***** Data for the task
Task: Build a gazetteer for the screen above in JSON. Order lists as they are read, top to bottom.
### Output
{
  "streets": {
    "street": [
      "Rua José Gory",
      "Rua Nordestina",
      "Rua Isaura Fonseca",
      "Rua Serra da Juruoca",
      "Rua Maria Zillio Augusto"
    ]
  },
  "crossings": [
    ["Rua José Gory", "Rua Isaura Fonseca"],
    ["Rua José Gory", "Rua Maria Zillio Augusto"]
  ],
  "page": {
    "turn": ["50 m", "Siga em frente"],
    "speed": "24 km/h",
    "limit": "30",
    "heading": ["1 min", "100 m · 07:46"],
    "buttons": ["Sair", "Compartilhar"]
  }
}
**********
→ Your instructions
From the first line through the last, give the data above again exactly.

→ Written solution
Task: Build a gazetteer for the screen above in JSON. Order lists as they are read, top to bottom.
### Output
{
  "streets": {
    "street": [
      "Rua José Gory",
      "Rua Nordestina",
      "Rua Isaura Fonseca",
      "Rua Serra da Juruoca",
      "Rua Maria Zillio Augusto"
    ]
  },
  "crossings": [
    ["Rua José Gory", "Rua Isaura Fonseca"],
    ["Rua José Gory", "Rua Maria Zillio Augusto"]
  ],
  "page": {
    "turn": ["50 m", "Siga em frente"],
    "speed": "24 km/h",
    "limit": "30",
    "heading": ["1 min", "100 m · 07:46"],
    "buttons": ["Sair", "Compartilhar"]
  }
}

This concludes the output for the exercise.